P2X receptor

Overview

P2X receptors are a family of cation-permeable ligand gated ion channels that open in response to extracellular adenosine 5'-triphosphate (ATP). They belong to a larger family of receptors known as the purinergic receptors. P2X receptors are present in a diverse array of organisms including amoeba (1), fluke, zebrafish, bullfrog, chicken, mouse, rat, rabbit, and humans .

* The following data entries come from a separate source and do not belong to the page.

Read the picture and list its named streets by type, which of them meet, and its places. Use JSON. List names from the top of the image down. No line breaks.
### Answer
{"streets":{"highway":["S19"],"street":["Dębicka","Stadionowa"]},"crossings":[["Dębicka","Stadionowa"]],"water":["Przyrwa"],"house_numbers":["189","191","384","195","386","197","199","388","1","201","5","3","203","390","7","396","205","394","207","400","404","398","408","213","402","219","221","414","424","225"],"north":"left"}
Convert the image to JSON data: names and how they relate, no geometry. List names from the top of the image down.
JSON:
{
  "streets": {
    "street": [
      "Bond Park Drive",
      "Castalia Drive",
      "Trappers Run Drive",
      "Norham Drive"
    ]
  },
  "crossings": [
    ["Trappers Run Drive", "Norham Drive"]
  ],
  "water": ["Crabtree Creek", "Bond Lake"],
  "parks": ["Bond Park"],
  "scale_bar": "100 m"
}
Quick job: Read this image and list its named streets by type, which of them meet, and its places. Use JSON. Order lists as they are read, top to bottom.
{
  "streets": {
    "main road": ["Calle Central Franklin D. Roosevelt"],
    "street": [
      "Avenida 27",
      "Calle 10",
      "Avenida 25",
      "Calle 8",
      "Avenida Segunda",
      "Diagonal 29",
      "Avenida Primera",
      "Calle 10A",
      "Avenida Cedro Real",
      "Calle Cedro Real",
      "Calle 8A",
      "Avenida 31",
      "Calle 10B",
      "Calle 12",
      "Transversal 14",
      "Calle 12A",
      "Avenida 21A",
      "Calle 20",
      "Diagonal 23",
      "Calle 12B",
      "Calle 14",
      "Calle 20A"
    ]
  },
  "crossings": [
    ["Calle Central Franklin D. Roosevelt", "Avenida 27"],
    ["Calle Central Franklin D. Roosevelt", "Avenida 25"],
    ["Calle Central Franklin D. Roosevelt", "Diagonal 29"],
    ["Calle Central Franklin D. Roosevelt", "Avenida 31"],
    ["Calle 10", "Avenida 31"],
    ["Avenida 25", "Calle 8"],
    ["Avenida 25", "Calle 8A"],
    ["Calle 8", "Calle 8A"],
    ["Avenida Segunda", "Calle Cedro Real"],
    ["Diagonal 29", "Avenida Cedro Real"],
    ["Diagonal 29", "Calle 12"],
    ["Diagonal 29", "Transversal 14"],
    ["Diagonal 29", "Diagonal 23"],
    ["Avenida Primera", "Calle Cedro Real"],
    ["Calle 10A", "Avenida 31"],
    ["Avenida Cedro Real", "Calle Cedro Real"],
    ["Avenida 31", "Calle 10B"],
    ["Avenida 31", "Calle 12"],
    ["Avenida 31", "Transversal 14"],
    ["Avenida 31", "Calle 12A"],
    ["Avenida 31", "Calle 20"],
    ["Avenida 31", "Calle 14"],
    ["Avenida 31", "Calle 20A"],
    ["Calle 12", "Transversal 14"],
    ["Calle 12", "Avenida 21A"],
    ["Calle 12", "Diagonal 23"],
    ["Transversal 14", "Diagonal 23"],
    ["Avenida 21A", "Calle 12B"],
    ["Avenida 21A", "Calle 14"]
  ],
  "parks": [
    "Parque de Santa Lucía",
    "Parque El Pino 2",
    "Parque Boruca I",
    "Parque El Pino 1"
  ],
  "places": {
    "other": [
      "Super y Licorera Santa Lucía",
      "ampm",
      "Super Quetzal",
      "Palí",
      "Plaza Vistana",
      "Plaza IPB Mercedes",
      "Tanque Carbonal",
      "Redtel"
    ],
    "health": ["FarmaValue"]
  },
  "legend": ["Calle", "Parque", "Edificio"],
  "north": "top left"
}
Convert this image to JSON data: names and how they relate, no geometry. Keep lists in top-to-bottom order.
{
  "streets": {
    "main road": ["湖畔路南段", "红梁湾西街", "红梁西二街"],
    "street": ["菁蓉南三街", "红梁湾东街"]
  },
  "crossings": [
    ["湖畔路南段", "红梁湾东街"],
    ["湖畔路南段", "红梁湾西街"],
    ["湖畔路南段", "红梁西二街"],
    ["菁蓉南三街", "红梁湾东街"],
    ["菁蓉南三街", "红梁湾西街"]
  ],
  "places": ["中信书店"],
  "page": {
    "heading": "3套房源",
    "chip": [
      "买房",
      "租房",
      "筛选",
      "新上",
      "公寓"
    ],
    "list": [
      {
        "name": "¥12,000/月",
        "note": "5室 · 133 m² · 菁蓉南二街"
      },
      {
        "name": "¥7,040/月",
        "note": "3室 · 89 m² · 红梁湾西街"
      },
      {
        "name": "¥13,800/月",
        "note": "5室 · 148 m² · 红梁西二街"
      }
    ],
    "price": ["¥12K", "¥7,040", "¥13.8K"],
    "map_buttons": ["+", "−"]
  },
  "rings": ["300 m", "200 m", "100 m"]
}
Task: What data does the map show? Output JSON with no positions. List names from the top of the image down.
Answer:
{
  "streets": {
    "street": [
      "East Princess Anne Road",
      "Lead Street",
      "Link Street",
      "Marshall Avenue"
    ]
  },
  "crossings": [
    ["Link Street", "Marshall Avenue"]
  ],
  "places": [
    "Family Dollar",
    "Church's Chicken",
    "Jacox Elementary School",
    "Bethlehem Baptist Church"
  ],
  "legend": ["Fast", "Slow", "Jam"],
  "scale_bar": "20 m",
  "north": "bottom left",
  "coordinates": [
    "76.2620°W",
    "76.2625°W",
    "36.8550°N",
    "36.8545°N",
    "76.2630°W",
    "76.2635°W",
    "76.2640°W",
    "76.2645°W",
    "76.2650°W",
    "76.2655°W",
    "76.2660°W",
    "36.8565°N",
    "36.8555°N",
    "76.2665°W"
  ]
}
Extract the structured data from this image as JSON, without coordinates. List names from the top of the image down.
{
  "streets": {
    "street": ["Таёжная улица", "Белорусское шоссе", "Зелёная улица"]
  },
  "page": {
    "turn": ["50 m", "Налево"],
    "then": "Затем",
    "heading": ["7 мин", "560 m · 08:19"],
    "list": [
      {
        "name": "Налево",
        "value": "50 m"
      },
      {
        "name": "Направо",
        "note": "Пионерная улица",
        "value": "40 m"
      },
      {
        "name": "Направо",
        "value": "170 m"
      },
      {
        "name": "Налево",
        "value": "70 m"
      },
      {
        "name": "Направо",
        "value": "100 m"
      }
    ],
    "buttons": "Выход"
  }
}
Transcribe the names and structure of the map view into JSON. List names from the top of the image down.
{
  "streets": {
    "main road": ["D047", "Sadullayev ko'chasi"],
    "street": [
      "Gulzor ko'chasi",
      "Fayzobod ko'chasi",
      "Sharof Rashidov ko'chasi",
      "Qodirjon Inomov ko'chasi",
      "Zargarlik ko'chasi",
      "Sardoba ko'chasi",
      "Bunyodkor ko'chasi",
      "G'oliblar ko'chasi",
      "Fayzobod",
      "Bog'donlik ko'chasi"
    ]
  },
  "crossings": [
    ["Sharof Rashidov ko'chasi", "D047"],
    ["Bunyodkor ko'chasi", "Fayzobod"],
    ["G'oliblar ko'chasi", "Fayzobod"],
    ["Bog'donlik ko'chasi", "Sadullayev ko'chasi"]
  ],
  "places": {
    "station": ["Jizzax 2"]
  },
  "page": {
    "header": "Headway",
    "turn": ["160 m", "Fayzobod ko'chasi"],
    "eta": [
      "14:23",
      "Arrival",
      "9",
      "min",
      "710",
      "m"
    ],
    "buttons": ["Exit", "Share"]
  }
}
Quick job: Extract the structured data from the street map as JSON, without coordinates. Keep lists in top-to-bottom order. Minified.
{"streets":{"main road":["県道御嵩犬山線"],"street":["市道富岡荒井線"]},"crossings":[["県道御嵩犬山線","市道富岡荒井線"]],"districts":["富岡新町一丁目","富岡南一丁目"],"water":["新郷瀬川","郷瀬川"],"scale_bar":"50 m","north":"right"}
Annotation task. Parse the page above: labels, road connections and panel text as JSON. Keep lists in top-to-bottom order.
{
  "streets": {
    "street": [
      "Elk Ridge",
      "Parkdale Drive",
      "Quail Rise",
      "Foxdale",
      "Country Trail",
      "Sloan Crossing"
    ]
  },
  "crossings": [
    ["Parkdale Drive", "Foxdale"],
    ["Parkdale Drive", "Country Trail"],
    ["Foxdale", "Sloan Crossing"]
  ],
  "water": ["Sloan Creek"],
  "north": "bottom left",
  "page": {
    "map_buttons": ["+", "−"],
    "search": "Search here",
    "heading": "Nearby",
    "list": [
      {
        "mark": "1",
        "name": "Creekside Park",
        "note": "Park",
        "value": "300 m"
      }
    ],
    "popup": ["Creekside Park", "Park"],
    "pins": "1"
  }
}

Basic Structure and Nomenclature

Each functional P2X receptor is made up of three protein subunits. To date, seven separate genes coding for P2X subunits have been identified, and referred to as P2X₁ through P2X₇. The three subunits making up the assembled P2X receptor channel are arranged to form a gated, ion-permeable pore. The subunits all share a common topology, possessing two plasma membrane spanning domains, a large extracellular loop and intracellular carboxyl and amino termini. With the exception of P2X₆, each subunit can readily form a functional homomeric receptor. A P2X receptor made up of only P2X₁ subunits is simply termed a P2X₁ receptor. The general consensus is that P2X₆ cannot form a functional homomeric receptor when expressed alone, but nevertheless can co-assemble with other subunits to form functional heteromeric receptors. Current data suggests that, with the exception of P2X₇, all of the P2X subunits are capable of forming heteromeric P2X receptors with at least one other subunit type. A P2X receptor made up of P2X₂ and P2X₃ subunits is known as the P2X_2/3 receptor.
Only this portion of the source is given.